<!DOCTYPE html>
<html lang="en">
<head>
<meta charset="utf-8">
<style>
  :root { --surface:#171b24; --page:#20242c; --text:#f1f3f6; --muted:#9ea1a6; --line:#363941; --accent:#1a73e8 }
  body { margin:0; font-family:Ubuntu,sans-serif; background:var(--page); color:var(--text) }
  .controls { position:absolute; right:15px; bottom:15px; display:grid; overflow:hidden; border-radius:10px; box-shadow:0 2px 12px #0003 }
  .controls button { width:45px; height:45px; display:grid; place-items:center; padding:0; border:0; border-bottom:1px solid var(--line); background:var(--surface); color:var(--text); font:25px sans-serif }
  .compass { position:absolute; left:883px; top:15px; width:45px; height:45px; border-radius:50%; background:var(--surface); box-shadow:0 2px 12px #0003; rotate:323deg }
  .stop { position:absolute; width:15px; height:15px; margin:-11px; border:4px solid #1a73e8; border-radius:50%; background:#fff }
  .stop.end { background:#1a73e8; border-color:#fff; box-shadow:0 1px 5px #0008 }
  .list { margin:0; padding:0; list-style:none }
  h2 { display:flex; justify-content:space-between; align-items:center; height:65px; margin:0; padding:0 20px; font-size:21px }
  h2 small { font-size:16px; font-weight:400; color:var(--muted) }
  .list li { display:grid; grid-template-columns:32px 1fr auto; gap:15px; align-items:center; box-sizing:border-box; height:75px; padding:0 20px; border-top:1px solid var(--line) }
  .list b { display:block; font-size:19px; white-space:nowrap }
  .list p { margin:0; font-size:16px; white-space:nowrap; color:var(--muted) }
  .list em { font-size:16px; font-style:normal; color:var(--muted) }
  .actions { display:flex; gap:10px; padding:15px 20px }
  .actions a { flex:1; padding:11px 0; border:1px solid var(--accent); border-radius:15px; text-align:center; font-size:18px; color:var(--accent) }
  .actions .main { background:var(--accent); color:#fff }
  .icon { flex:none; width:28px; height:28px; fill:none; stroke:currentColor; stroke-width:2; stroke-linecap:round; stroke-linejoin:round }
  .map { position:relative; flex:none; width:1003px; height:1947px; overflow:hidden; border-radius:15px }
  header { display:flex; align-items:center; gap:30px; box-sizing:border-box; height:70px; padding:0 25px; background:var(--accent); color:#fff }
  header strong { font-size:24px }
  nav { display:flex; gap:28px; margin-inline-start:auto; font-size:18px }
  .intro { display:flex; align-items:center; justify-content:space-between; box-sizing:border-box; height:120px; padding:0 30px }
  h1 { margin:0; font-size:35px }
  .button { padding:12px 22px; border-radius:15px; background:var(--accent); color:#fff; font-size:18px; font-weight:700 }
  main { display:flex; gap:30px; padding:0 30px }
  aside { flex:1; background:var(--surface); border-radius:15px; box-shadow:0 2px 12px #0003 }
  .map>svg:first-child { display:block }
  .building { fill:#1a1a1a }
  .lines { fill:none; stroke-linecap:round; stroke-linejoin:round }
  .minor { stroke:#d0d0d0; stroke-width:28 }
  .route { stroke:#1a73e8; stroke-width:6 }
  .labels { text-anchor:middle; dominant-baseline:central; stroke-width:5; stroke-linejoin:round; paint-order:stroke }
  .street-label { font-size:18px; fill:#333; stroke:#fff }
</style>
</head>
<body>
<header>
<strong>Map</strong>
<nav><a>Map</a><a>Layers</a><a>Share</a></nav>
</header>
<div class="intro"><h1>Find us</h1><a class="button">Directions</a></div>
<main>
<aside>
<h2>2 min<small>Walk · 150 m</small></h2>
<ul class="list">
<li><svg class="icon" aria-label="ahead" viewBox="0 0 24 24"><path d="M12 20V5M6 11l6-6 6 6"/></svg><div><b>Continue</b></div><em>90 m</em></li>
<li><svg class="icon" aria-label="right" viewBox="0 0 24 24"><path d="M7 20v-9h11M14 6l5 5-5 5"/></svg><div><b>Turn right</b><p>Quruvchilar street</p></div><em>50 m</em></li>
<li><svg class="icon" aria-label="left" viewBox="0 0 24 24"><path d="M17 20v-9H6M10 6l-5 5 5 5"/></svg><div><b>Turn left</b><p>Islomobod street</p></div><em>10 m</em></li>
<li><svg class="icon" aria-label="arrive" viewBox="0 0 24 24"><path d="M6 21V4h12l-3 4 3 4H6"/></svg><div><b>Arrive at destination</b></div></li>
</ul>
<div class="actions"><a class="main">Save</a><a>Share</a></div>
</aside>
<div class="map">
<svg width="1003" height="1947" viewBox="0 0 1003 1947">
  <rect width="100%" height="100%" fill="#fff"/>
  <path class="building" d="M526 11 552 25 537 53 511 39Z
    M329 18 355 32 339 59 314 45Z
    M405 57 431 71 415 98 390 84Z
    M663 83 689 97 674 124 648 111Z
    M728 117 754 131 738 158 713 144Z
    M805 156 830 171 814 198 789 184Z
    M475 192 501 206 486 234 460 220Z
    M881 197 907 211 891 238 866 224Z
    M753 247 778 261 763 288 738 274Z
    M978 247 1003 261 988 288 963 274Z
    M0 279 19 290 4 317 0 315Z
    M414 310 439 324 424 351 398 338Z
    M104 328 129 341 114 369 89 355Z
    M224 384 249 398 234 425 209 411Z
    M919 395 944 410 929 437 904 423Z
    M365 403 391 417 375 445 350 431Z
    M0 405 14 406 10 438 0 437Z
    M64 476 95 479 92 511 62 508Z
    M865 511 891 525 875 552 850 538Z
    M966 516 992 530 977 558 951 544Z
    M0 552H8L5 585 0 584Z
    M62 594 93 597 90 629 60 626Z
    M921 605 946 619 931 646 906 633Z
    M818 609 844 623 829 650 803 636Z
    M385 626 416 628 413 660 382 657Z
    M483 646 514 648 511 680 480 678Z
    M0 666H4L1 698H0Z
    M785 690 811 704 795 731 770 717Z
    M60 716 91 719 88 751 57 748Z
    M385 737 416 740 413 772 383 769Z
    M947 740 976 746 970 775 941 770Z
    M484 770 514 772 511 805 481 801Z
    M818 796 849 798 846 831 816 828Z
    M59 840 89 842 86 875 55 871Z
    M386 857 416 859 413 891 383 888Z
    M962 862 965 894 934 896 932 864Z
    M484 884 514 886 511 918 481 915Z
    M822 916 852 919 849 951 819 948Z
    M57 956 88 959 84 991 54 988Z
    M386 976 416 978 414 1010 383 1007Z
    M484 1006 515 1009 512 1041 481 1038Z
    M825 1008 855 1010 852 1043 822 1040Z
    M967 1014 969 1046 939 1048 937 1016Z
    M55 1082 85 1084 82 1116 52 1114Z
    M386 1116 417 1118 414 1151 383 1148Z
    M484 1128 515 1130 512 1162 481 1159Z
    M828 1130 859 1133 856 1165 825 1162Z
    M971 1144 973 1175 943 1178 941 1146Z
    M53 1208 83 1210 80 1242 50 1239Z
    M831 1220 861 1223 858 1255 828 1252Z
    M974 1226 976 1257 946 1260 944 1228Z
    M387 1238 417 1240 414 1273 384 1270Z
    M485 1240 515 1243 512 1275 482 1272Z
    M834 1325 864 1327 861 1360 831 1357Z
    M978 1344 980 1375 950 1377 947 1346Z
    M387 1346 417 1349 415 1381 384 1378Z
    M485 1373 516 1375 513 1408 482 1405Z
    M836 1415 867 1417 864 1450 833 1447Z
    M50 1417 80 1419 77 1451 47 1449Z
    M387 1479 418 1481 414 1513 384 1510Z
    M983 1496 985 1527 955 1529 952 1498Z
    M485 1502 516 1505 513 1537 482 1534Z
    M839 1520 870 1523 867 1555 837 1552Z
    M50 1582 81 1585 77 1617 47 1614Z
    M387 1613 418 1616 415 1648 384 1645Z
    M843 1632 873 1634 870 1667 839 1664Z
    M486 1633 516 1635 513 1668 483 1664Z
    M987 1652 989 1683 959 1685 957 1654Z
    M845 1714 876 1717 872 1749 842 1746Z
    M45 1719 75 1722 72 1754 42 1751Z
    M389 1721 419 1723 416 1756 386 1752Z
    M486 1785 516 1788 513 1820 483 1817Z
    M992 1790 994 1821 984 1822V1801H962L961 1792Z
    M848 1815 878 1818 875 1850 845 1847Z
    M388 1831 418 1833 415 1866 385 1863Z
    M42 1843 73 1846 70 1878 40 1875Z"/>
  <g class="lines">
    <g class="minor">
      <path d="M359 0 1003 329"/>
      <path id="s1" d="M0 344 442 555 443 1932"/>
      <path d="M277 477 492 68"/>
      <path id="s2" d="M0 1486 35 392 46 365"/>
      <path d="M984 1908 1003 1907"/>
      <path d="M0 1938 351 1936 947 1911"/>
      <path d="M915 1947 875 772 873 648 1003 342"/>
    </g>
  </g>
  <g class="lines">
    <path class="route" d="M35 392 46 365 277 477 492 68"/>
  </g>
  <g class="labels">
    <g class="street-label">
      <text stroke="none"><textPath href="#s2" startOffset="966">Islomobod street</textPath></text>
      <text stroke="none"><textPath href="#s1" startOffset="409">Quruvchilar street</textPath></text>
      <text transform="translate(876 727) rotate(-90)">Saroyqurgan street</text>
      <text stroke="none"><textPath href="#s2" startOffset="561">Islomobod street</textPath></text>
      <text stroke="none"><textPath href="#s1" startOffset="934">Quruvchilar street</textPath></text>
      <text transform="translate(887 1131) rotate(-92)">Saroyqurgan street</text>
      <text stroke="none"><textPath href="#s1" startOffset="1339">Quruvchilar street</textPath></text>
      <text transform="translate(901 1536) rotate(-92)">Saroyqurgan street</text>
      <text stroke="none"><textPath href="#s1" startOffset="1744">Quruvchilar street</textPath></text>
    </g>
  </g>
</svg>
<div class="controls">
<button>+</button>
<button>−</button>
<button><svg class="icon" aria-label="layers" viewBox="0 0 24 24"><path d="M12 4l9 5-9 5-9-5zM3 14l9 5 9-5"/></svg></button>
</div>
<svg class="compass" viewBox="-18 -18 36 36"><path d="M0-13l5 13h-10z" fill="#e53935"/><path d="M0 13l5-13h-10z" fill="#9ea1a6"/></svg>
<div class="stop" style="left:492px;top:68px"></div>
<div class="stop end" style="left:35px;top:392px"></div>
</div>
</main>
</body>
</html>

:: Task requirements ::
Scan the material above for the string "grid". Copy each line that holds it.

:: Written answer ::
  .controls { position:absolute; right:15px; bottom:15px; display:grid; overflow:hidden; border-radius:10px; box-shadow:0 2px 12px #0003 }
  .controls button { width:45px; height:45px; display:grid; place-items:center; padding:0; border:0; border-bottom:1px solid var(--line); background:var(--surface); color:var(--text); font:25px sans-serif }
  .list li { display:grid; grid-template-columns:32px 1fr auto; gap:15px; align-items:center; box-sizing:border-box; height:75px; padding:0 20px; border-top:1px solid var(--line) }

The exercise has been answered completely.